You know how the song goes… it’s the most wonderful time of the year.  If you are lucky enough to have family and friends, to be with people you love and who love you during the Holidays, you are lucky indeed.  I feel very fortunate to find myself in this category, that I have a loving family and supportive friends.  But for many people, this isn’t the happiest season of all.  In fact, it can be quite sad and lonely, especially for those who are alone or who have lost their loved ones.  Many of my clients have shared feelings of sadness and loss and describe how they feel more isolated this time of year.  As I think about both my situation and that of some of my clients, I really see the importance of connectedness and of being surrounded by family, friends and/or a community. 
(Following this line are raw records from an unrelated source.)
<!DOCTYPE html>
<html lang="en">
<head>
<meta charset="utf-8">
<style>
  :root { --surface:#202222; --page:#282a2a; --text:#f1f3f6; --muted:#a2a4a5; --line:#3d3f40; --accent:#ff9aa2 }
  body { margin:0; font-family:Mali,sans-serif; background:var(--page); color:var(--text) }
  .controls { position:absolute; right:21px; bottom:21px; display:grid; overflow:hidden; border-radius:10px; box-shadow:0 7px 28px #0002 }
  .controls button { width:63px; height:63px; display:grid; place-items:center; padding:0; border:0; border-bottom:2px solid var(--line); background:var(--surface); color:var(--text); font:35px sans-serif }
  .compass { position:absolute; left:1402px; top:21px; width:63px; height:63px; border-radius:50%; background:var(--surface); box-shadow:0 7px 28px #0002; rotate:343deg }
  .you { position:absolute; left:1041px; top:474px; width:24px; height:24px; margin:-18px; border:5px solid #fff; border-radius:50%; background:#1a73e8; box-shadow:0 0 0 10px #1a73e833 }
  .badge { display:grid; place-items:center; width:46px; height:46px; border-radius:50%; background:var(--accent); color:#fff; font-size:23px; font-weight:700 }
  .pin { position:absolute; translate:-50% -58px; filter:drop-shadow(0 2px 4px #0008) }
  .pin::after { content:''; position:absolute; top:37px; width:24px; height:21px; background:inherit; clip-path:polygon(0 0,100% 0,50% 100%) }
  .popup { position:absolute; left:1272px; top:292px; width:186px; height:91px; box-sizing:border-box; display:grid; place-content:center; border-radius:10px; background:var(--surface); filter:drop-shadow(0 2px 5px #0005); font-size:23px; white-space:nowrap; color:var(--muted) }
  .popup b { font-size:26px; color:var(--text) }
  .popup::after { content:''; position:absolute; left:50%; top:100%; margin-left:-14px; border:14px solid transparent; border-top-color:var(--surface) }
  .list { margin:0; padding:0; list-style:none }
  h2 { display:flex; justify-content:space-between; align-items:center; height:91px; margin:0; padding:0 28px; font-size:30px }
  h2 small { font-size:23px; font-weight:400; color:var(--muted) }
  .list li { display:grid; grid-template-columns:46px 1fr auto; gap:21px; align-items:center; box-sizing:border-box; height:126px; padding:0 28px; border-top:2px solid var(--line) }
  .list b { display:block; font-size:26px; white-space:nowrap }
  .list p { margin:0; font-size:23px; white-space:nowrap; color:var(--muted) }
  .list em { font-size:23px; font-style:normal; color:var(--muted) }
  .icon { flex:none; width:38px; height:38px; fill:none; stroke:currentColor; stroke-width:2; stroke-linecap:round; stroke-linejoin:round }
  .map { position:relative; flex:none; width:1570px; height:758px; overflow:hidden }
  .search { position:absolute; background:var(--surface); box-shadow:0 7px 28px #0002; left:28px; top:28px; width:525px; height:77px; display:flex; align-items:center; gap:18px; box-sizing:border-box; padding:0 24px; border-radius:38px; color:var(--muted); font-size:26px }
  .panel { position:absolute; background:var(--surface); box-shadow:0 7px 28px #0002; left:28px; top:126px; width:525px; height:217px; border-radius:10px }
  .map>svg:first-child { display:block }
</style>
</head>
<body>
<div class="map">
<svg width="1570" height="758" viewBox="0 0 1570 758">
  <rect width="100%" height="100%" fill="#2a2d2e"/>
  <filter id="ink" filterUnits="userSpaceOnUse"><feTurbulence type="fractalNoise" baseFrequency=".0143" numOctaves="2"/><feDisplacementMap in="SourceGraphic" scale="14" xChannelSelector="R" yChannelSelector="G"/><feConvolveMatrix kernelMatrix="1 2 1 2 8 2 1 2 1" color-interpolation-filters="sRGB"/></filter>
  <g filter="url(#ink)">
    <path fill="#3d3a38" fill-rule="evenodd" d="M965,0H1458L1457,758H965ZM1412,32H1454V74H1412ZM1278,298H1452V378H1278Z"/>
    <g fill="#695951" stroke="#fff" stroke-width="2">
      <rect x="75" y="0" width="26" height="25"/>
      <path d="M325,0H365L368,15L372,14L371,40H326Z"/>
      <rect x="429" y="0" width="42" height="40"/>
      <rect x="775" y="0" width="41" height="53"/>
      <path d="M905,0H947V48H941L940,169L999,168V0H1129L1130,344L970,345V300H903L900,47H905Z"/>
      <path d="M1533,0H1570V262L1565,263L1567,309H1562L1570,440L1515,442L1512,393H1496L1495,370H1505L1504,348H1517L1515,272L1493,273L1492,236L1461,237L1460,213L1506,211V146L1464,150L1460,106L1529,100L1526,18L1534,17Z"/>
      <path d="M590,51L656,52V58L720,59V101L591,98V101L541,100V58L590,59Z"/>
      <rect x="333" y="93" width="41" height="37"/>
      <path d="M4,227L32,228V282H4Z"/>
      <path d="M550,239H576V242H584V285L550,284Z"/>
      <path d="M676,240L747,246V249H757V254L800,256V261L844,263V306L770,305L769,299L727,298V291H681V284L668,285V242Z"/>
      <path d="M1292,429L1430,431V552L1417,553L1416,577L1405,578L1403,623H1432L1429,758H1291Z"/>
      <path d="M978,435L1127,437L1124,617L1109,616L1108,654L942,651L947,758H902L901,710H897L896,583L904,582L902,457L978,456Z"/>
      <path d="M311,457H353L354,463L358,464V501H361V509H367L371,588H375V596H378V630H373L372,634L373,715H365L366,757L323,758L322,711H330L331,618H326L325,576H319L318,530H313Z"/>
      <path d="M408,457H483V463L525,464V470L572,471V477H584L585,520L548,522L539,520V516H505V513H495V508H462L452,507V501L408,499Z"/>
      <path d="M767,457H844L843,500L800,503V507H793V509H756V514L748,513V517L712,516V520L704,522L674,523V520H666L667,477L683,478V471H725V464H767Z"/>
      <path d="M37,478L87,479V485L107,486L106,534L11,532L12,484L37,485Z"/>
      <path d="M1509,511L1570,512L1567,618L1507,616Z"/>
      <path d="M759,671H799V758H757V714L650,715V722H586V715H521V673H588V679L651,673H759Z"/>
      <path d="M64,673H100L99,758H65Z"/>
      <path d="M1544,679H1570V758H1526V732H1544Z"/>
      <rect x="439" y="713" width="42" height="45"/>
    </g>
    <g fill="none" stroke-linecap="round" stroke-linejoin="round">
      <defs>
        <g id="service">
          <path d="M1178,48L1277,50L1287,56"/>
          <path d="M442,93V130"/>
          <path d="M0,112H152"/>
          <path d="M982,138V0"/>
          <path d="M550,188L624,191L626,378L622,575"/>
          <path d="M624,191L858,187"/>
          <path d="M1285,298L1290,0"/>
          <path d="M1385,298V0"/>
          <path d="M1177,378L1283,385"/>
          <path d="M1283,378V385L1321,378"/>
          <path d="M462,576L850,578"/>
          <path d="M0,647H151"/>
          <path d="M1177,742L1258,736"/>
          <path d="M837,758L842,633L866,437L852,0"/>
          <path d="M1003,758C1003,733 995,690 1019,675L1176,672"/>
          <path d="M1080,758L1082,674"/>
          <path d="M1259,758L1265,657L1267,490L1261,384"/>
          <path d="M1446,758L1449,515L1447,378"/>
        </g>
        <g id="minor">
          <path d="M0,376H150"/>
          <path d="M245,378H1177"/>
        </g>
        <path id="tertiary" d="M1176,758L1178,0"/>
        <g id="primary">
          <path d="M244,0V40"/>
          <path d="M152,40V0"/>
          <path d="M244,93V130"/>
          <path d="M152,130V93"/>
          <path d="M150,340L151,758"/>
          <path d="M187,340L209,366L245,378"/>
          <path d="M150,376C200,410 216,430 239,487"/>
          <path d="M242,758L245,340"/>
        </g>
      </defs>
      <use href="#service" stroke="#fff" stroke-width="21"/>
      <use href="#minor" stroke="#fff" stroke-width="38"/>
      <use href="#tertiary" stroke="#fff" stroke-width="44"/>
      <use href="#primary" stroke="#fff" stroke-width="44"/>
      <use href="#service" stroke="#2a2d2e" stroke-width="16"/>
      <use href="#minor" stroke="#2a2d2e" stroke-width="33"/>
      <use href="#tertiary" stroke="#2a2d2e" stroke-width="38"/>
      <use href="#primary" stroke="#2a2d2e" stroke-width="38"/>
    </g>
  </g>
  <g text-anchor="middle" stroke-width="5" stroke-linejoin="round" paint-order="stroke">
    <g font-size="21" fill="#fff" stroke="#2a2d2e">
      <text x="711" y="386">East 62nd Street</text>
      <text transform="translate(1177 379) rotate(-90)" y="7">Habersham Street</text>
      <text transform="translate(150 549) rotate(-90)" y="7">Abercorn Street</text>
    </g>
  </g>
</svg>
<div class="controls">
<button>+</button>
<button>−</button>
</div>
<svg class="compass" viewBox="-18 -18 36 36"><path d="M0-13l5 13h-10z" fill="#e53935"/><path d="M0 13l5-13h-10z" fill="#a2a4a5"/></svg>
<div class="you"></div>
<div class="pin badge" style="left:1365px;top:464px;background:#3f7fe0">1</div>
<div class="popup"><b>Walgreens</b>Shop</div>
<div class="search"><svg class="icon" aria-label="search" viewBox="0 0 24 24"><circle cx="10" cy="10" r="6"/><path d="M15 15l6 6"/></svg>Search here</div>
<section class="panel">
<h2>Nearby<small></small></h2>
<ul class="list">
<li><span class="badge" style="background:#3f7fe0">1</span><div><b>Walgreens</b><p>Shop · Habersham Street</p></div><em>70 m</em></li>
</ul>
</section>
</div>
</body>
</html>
Community serves a vital role in strengthening and maintaining a person’s well-being.  A community, friends or family, act as an essential support system.  It can be particularly helpful during times of need.  With our society moving at a faster pace and more detached manner due to technology and increasingly busy schedules, it’s becoming harder to feel any sense of community or belonging.  It’s easy to be isolated, and yet isolation tends to beget a sense of loneliness, depression and detachment from life.  Whether you already have an existing network of friends or you are feeling isolated, here are some ideas you may consider to strengthen your sense of community, and as a result, improve your health and wellness.

• Participate in random acts of kindness.  For more information, visit: http://www.actsofkindness.org/

• Acknowledge a passerby in your neighborhood or at work.

• Attend community events.

• Attend church, synagogue or another religious group.

• Volunteer.

• Meet your neighbors.

• Buy from local merchants.

• Take a class at your community college.

• Join a support group (If you’re in L.A., check-out http://www.shareselfhelp.org/).

• Organize or attend a neighborhood or community party.

• Spend less time on the internet or watching television and more time outside.

• Attend a lecture at your public library.

• Young or wise… visit your community youth or senior center.

• Join a club or other social organization.

The idea of community may simply come down to supporting and interacting positively with other individuals who share a similar interest.  Ultimately, a strong community benefits the individual, the community, as well as society as a whole.  People who are engaged and feel a sense of belonging tend to lead happier and healthier lives, and strong communities create a more stable and caring society.